Pharmacy VPN back on track

Development of a virtual private network for pharmacists to exchange information and utilise reporting and analysis tools is back on track, after moves to build it were abandoned last year.

Development of a virtual private network for pharmacists to exchange information and utilise reporting and analysis tools is back on track, after moves to build it were abandoned last year.

The project was suspended after Primenet, the company formed to create the VPN, and its then partner Ignite Holdings, cancelled the deal, which was to have delivered the VPN wirelessly.

Primenet has now joined forces with ISP Iconz to get the project going again, says Muir Hutchison, service development manager of the NZ Pharmacy Guild, which owns half of Primenet.

While the original proposal was to run the VPN wirelessly, the new project, being trialled in three pharmacies in Auckland and the Manawatu, will most likely be ADSL-based, utilising Telecom’s JetStream. However, Hutchison says the project is not “beholden” to any one telco and any technology, wireless or wired, that meets the needs of the VPN will be considered in the future.

The first aim of the VPN is to link pharmacies into a secure, user-identifiable environment to share patient health information, Hutchinson says. Later, other registered health professionals will be tied in. “Through web-based technology, it will also provide an ideal means of providing value-added services such as stock ordering systems, secure messaging and the provision of reference materials.”

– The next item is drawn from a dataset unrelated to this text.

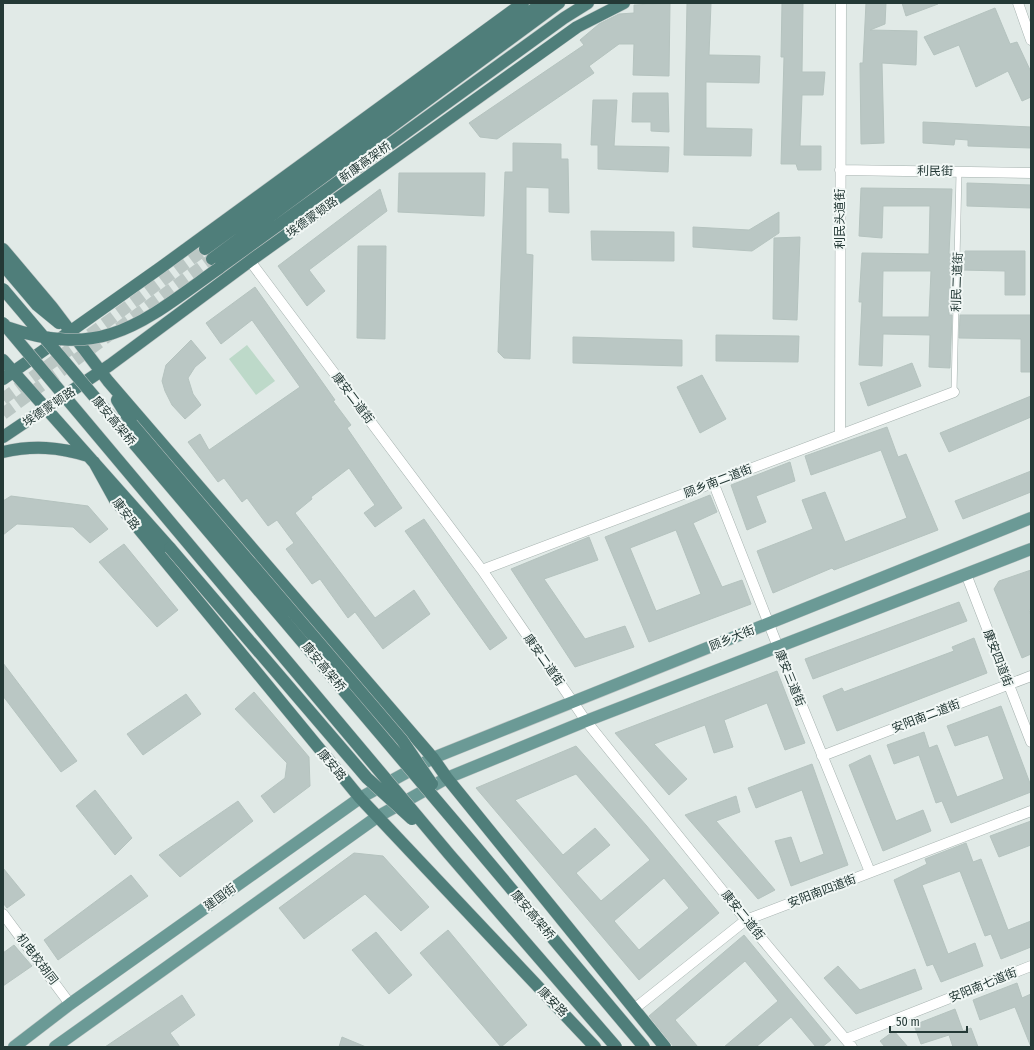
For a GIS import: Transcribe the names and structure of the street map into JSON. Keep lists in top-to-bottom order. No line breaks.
{"streets":{"highway":["新康高架桥","埃德蒙顿路","康安高架桥","康安路"],"main road":["顾乡大街","建国街"],"street":["利民街","利民头道街","康安二道街","顾乡南二道街","康安四道街","康安三道街","安阳南二道街","安阳南四道街","机电校胡同","安阳南七道街"],"lane":["利民二道街"]},"crossings":[["新康高架桥","康安高架桥"],["利民街","利民头道街"],["利民街","利民二道街"],["埃德蒙顿路","康安二道街"],["埃德蒙顿路","康安路"],["利民头道街","顾乡南二道街"],["利民二道街","顾乡南二道街"],["康安二道街","顾乡南二道街"],["康安二道街","顾乡大街"],["康安二道街","安阳南四道街"],["康安二道街","安阳南七道街"],["康安高架桥","康安路"],["顾乡南二道街","康安三道街"],["康安路","建国街"],["顾乡大街","康安四道街"],["顾乡大街","康安三道街"],["顾乡大街","建国街"],["康安四道街","安阳南二道街"],["康安三道街","安阳南二道街"],["康安三道街","安阳南四道街"],["建国街","机电校胡同"]],"scale_bar":"50 m"}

VPN applications are unlikely to stop there; another potential use is as a secure path for electronic claims to Health Benefits, formerly the Health Funding Authority. “This is being discussed with Health Benefits,” Hutchison says.

At present Health Benefits receives claims from doctors and pharmacists dispensing government-subsidised medicines via email, fax, phone, floppy disk, EDI and web-based means and formats them for processing using GTPS (general transaction processing system), a Java, XML and SOAP-based standardising system which went live in October.

A further possible development is a “dispensed medicines database”, which would allow analysis of medication dispensed by pharmacists on the VPN.

Hutchison says patient privacy will be key. “No patient-identifiable prescription information would be collected or stored without the informed consent of the person concerned, but reports of aggregated medicine use will be provided to bodies which have a need for it, for clinical and budgetary reasons.”

The database doesn’t yet exist and if compiled, would come into being with the aid of “software which permits the automated download of dispensed prescription data”. The software has the capability to record all medicines dispensed, not just government-subsidised ones, as is the case today, Hutchison says.

The original wireless-based contract with Ignite was cancelled for “various and complex reasons”, he says. “They include change of control of the contracting company and probably a below-market price for the contract in the first place.” He wouldn’t elaborate further.